* **What to produce**
Could you set down exactly the lines of the data below, starting at the one that holds "translate:-50% -50%; white-space:nowrap;" and ending at the one that holds "font-size:24px; color:#ecebe9; font-weight:700", both included, and only those?
------------------------
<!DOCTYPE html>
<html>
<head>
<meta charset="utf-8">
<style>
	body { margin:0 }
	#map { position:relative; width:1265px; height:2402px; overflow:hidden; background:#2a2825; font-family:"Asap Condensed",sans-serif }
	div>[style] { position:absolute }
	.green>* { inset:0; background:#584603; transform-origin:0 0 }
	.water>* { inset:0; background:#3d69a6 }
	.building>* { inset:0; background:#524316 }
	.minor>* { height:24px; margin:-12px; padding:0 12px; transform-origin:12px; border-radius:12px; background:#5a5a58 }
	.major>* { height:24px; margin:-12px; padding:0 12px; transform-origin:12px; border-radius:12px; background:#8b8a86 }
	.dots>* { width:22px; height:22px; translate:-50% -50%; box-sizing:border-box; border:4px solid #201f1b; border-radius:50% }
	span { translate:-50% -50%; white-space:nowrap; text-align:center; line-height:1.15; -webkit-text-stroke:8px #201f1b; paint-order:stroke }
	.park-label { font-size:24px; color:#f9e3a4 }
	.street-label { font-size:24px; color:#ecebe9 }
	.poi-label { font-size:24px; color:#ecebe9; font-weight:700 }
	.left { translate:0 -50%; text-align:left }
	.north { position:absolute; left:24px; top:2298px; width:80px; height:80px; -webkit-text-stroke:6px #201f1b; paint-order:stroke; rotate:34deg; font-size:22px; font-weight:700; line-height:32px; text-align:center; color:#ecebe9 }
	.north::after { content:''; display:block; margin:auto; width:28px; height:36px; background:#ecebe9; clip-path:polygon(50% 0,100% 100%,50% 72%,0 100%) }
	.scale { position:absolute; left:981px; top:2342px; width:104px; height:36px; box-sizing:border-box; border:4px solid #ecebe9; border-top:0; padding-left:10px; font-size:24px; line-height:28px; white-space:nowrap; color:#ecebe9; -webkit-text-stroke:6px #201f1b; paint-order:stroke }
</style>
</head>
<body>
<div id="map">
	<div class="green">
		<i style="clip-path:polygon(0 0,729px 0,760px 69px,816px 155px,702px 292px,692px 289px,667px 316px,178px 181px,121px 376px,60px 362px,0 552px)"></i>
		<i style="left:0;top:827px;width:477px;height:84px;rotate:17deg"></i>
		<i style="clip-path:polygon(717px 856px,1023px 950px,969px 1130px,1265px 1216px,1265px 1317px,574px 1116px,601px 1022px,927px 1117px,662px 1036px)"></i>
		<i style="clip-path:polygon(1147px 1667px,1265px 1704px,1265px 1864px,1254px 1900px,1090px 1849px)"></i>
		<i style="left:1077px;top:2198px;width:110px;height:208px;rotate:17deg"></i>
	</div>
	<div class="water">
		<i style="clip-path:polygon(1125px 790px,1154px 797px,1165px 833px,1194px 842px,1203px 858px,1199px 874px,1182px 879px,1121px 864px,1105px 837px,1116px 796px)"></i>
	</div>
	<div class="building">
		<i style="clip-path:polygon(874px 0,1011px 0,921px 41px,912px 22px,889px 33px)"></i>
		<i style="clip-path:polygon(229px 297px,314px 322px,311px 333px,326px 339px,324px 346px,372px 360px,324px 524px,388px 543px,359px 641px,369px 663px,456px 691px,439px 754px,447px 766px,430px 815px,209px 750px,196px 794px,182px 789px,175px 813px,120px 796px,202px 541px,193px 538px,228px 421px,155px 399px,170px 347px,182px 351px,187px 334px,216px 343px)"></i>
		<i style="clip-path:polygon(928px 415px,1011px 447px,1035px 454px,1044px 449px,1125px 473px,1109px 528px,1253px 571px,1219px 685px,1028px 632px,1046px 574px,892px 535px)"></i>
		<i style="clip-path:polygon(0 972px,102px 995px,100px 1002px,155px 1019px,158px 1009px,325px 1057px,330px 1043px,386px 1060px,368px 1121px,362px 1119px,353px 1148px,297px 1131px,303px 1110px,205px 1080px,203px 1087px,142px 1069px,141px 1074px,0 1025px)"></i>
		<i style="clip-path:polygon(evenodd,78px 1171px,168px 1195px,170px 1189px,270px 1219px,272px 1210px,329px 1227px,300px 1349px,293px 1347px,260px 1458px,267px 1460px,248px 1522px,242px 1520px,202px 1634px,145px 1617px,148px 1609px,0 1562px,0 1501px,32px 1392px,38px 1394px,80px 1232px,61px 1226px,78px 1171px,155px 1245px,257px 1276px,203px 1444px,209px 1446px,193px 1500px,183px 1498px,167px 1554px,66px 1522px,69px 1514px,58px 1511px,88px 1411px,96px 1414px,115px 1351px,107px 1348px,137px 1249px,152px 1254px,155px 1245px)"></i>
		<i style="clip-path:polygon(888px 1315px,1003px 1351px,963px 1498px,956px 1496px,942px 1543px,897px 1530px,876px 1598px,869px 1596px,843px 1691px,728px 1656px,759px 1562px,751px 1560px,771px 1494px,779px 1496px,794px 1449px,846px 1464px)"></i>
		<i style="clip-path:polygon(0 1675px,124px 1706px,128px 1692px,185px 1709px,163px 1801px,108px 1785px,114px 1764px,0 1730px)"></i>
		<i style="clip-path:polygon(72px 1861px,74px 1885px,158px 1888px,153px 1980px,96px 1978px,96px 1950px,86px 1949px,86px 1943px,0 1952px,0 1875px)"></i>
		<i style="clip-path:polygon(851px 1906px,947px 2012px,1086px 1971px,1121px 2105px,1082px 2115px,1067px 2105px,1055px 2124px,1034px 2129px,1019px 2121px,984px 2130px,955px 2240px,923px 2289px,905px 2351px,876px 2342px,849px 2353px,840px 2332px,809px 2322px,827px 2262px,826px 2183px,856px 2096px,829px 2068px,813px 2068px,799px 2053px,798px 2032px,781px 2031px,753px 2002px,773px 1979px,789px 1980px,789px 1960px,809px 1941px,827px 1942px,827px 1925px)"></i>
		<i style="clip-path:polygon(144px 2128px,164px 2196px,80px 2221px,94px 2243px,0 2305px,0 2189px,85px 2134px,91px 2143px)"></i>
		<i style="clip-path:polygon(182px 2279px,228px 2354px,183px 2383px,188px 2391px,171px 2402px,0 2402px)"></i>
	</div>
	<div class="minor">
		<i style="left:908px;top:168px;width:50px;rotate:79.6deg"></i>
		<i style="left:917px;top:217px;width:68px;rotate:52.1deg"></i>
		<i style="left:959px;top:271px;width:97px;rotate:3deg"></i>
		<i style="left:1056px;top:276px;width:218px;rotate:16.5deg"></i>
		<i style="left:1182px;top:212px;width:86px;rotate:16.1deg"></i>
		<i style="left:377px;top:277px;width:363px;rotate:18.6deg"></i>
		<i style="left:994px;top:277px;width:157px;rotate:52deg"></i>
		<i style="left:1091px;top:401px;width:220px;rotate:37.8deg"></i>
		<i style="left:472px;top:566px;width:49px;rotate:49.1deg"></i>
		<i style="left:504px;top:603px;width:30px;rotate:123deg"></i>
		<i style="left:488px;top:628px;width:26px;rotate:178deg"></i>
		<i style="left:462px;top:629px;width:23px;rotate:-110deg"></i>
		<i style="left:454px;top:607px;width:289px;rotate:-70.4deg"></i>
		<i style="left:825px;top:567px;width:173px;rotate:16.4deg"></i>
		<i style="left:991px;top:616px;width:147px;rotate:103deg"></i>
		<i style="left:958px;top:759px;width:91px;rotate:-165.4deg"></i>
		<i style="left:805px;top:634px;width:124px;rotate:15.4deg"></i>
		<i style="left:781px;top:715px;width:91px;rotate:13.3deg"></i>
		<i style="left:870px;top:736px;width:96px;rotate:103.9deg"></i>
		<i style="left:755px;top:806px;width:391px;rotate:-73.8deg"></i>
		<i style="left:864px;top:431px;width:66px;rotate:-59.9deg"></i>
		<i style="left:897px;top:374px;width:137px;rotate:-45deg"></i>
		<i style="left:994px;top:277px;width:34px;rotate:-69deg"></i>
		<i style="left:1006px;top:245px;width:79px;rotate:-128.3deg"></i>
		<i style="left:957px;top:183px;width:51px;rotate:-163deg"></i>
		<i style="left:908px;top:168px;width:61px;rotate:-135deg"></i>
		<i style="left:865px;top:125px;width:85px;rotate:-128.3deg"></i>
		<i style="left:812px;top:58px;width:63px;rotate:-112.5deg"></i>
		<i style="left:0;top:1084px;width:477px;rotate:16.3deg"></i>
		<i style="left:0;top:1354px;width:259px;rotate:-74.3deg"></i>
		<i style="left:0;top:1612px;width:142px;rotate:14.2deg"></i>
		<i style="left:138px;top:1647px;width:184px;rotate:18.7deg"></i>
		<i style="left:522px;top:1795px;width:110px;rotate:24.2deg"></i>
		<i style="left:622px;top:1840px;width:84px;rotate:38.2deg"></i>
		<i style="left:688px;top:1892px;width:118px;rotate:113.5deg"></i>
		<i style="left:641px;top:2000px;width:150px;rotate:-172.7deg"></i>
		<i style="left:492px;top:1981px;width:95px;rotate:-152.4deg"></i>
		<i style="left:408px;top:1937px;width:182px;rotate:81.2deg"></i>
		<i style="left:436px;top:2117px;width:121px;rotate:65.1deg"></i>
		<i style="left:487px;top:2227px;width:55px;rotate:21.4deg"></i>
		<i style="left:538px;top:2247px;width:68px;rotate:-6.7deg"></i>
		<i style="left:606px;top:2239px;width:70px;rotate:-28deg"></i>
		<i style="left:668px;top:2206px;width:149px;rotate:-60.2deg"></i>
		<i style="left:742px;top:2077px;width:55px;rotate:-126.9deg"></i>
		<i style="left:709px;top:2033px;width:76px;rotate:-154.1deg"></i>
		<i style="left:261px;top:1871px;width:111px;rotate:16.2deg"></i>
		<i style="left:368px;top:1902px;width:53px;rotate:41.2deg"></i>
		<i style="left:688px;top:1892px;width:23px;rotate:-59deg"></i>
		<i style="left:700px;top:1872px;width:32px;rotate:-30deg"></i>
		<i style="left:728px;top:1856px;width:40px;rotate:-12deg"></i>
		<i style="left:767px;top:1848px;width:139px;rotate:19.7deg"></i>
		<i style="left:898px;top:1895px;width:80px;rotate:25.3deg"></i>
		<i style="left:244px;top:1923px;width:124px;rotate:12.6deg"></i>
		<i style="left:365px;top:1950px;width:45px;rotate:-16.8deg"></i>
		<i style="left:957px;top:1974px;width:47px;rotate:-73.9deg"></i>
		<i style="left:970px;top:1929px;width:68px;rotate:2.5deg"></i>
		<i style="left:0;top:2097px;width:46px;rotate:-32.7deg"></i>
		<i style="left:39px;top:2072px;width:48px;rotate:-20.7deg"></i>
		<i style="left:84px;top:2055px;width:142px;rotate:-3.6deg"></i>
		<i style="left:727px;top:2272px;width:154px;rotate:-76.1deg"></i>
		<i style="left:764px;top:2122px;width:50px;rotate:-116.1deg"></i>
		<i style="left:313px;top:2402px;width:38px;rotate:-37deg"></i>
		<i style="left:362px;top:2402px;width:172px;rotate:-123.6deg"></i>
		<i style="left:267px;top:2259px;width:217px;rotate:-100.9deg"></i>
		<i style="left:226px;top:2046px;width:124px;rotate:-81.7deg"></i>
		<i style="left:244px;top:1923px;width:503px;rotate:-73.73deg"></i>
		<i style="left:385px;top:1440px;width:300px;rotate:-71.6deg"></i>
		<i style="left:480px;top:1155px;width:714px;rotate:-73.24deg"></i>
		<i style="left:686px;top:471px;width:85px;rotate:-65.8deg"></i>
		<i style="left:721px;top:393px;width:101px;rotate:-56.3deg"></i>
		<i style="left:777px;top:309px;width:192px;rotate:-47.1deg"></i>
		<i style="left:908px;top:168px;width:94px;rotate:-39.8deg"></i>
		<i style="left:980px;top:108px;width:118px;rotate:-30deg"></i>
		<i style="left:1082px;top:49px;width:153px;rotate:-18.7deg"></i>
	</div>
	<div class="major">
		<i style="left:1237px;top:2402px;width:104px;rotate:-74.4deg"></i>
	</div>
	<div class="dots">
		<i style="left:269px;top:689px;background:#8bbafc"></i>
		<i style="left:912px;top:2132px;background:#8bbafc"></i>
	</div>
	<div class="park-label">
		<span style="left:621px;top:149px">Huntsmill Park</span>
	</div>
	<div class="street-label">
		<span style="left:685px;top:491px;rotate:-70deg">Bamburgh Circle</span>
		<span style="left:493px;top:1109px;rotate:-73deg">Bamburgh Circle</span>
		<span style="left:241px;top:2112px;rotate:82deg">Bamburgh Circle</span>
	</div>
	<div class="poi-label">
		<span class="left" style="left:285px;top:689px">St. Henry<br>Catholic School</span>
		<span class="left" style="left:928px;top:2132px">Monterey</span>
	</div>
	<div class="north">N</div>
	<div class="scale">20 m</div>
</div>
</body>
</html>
------------------------
* **Reply**
	span { translate:-50% -50%; white-space:nowrap; text-align:center; line-height:1.15; -webkit-text-stroke:8px #201f1b; paint-order:stroke }
	.park-label { font-size:24px; color:#f9e3a4 }
	.street-label { font-size:24px; color:#ecebe9 }
	.poi-label { font-size:24px; color:#ecebe9; font-weight:700 }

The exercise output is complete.